Striking overexpression of Notch ligand transcripts was detectable in the vast majority of pancreatic cancer cell lines, most prominently JAGGED2 (18 of 20 cases, 90%) and DLL4 (10 of 20 cases, 50%). In two cell lines, genomic amplification of the DLL3 locus was observed, mirrored by overexpression of DLL3 transcripts. In contrast, coding region mutations of NOTCH1 or NOTCH2 were not observed. Genetic and pharmacologic inhibition of Notch signaling mitigated anchorage-independent growth in pancreatic cancer cells, confirming that sustained Notch activation is a requirement for pancreatic cancer maintenance. Further, transient pretreatment of pancreatic cancer cells with GSI-18 resulted in depletion in the proportion of tumor-initiating aldehyde dehydrogenase-expressing subpopulation and was associated with inhibition of colony formation in vitro and xenograft engraftment in vivo, underscoring a requirement for the Notch-dependent aldehyde dehydrogenase-expressing cells in pancreatic cancer initiation.

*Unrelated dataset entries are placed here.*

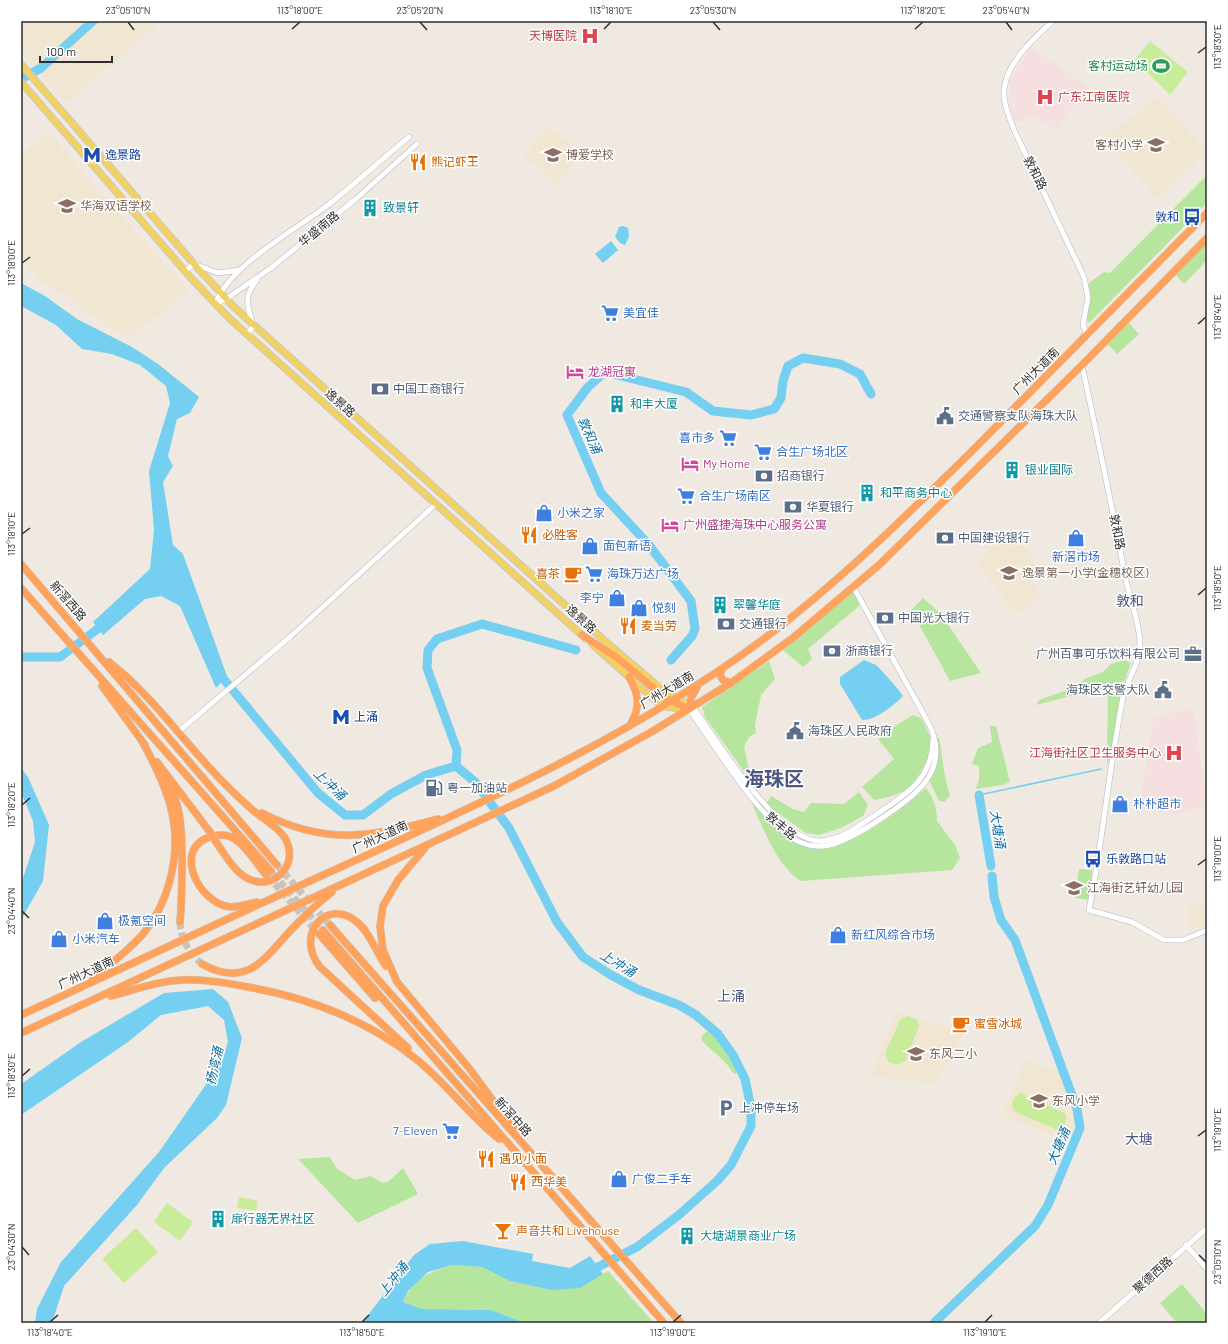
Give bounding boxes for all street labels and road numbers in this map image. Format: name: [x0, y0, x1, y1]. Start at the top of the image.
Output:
street label: 敦和路: [1021, 153, 1050, 192]
street label: 华盛南路: [295, 208, 341, 249]
street label: 广州大道南: [1009, 344, 1061, 396]
street label: 逸景路: [323, 385, 359, 420]
street label: 敦和路: [1108, 513, 1128, 551]
street label: 新滘西路: [48, 578, 90, 623]
street label: 逸景路: [564, 601, 600, 636]
street label: 广州大道南: [637, 668, 696, 711]
street label: 敦丰路: [763, 808, 800, 842]
street label: 广州大道南: [349, 817, 410, 855]
street label: 广州大道南: [55, 953, 116, 991]
street label: 新滘中路: [492, 1094, 535, 1139]
street label: 聚德西路: [1130, 1253, 1175, 1296]

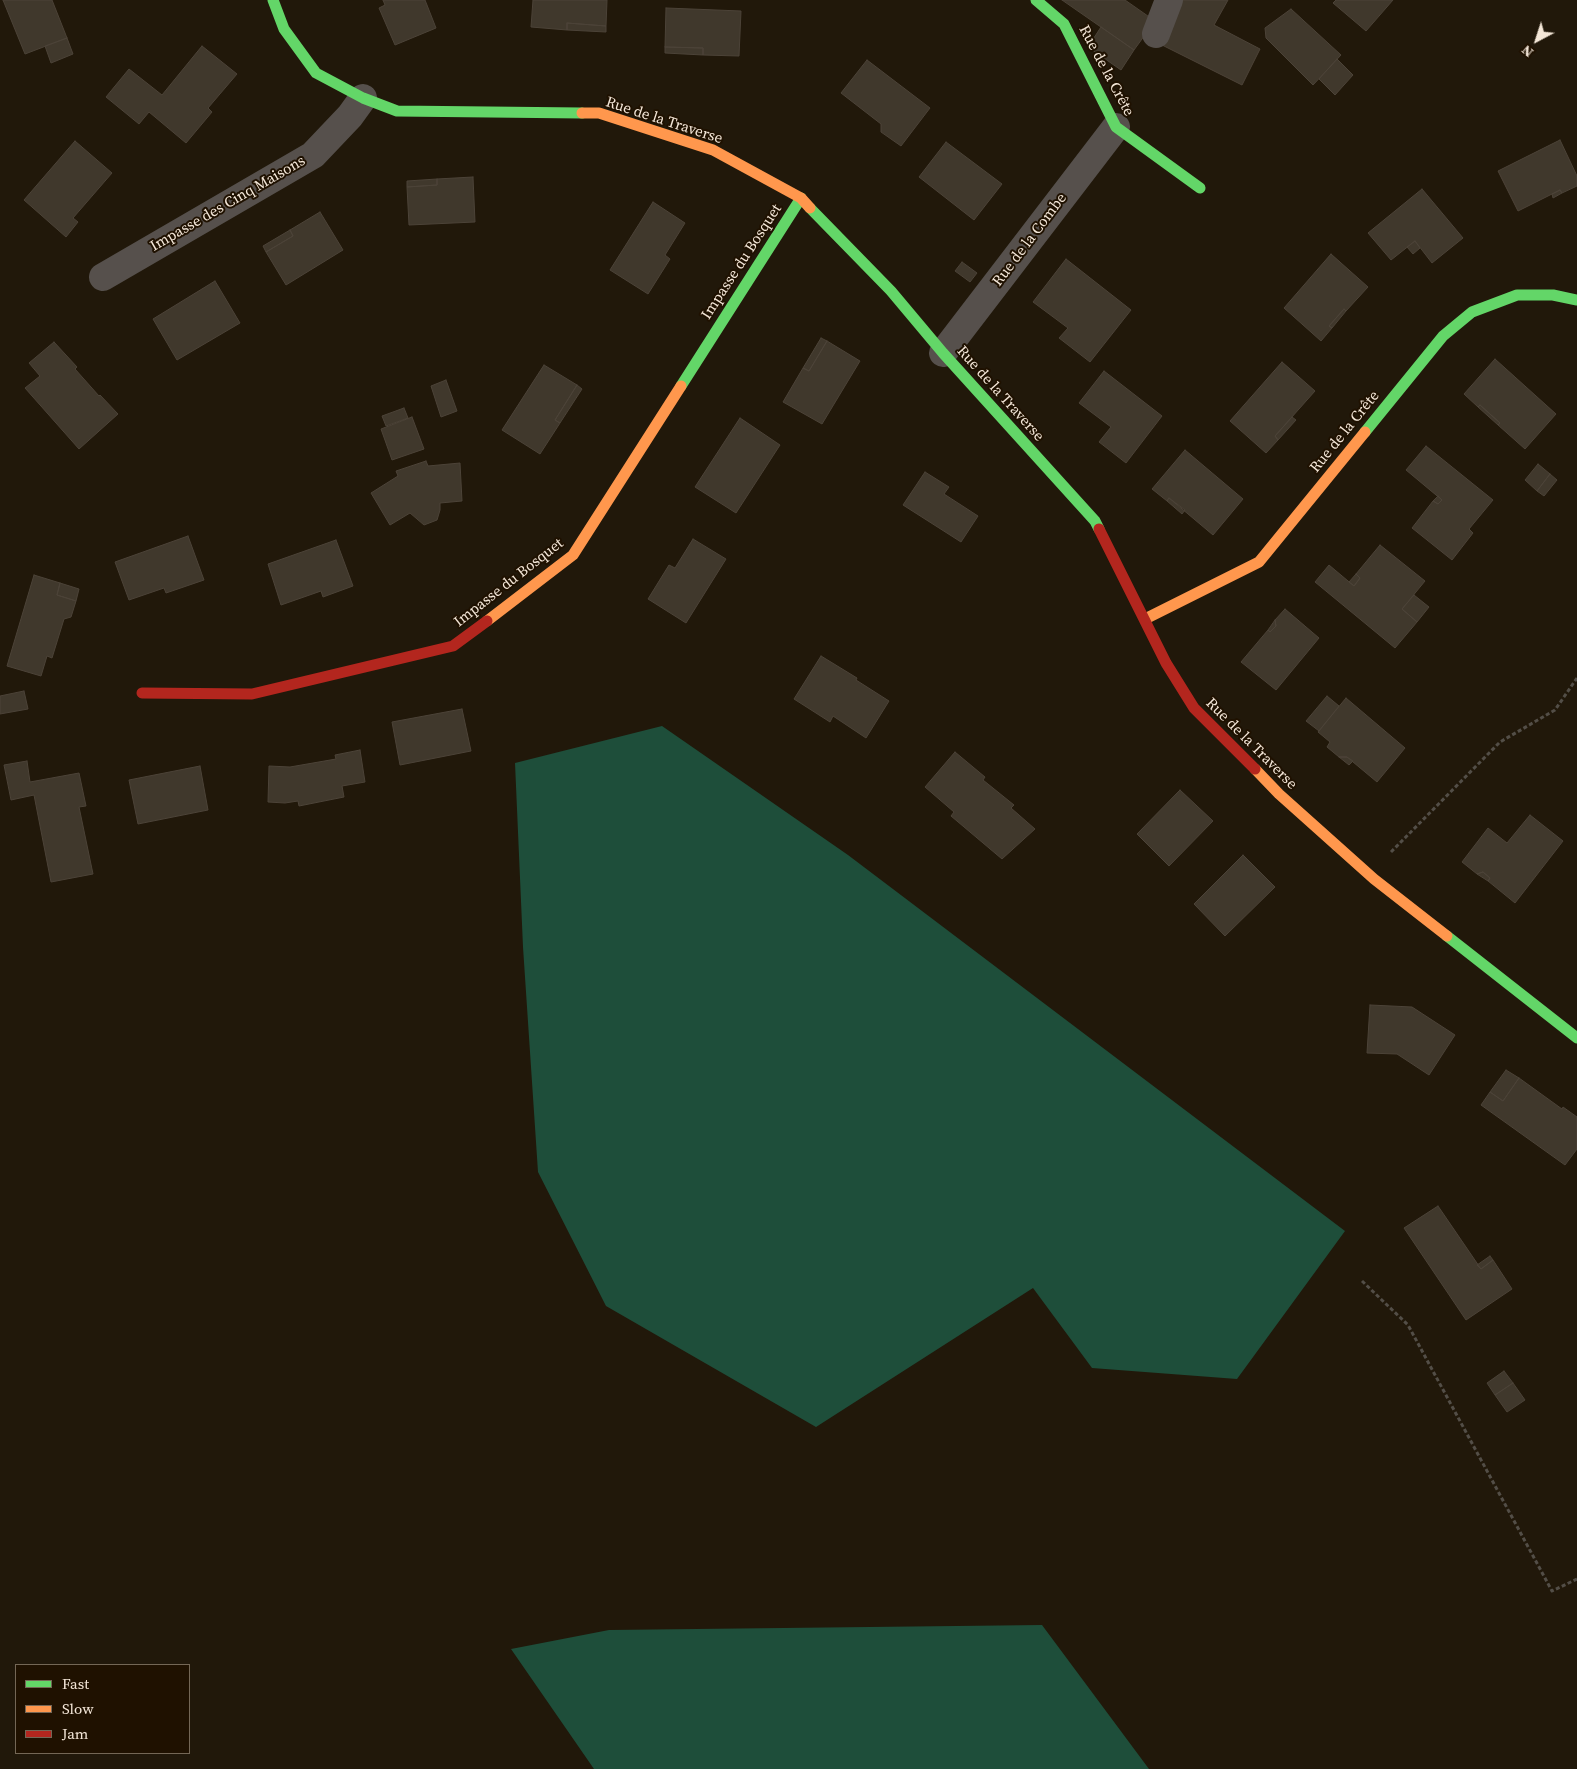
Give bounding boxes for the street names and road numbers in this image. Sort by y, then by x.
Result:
street label: Rue de la Crête [1075,23,1137,119]
street label: Rue de la Traverse [603,94,725,148]
street label: Impasse des Cinq Maisons [147,152,309,256]
street label: Rue de la Combe [989,190,1071,290]
street label: Impasse du Bosquet [698,201,786,323]
street label: Rue de la Traverse [953,343,1047,445]
street label: Rue de la Crête [1306,387,1384,477]
street label: Impasse du Bosquet [451,535,567,631]
street label: Rue de la Traverse [1202,695,1300,793]

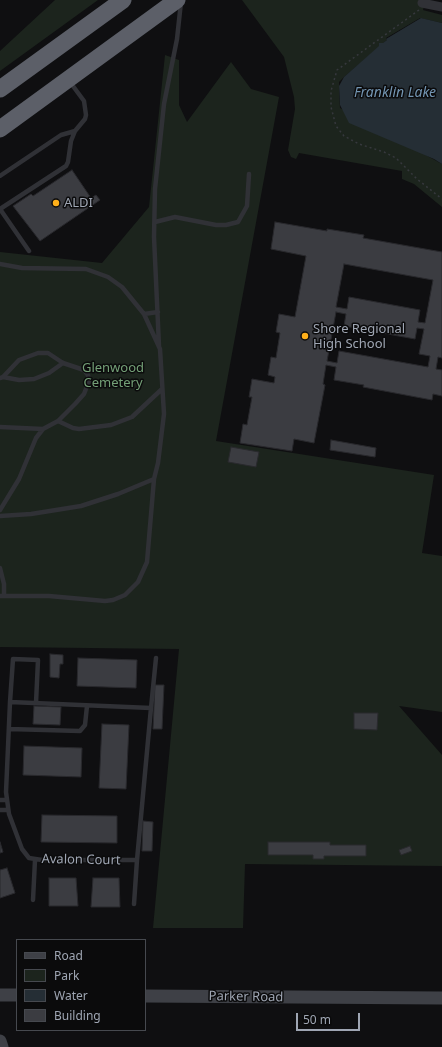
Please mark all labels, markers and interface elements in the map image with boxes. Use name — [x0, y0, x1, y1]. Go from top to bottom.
water label: Franklin Lake — [354, 85, 436, 101]
place label: ALDI — [64, 195, 93, 211]
marker: ALDI — [51, 198, 61, 208]
place label: Shore Regional High School — [313, 321, 405, 352]
marker: Shore Regional High School — [300, 331, 310, 341]
park label: Glenwood Cemetery — [82, 360, 144, 391]
street label: Avalon Court — [41, 852, 121, 868]
legend — [16, 939, 146, 1031]
text: Road — [54, 947, 83, 964]
text: Park — [54, 967, 79, 984]
text: Water — [54, 987, 88, 1004]
street label: Parker Road — [208, 989, 284, 1005]
scale bar — [298, 1005, 362, 1031]
text: Building — [54, 1007, 101, 1024]
text: 50 m — [303, 1011, 331, 1028]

Our studies confirm that Notch activation is almost always ligand dependent in pancreatic cancer, and inhibition of Notch signaling is a promising therapeutic strategy in this malignancy.
尽管尚未阐明Notch信号通路激活的机制,但在人类胰腺癌中普遍观察到该信号通路的异常激活。
对一组20种人类胰腺癌细胞系进行Notch信号通路相关配体、受体和靶基因表达分析。通过靶向NOTCH1的RNA干扰进行基因干扰,或使用γ-分泌酶抑制剂GSI-18进行药理学干扰,以破坏细胞内Notch信号,用于评估Notch信号在胰腺癌起始和维持中的需求。
在绝大多数胰腺癌细胞系中可检测到Notch配体转录本的显著过表达,最明显的是JAGGED2(20例中的18例,90%)和DLL4(20例中的10例,50%)。在两个细胞系中,观察到DLL3基因座的基因组扩增,同时伴有DLL3转录本的过表达。相比之下,未观察到NOTCH1或NOTCH2的编码区突变。Notch信号的基因和药理学抑制减轻了胰腺癌细胞的非锚定依赖性生长,证实持续的Notch激活是胰腺癌维持所必需的。此外,用GSI-18对胰腺癌细胞进行短暂预处理导致表达醛脱氢酶的肿瘤起始亚群比例减少,并与体外集落形成抑制和体内异种移植植入抑制相关,强调了表达Notch依赖性醛脱氢酶的细胞在胰腺癌起始中的需求。
我们的研究证实,在胰腺癌中Notch激活几乎总是依赖配体的,并且抑制Notch信号是这种恶性肿瘤中有前景的治疗策略。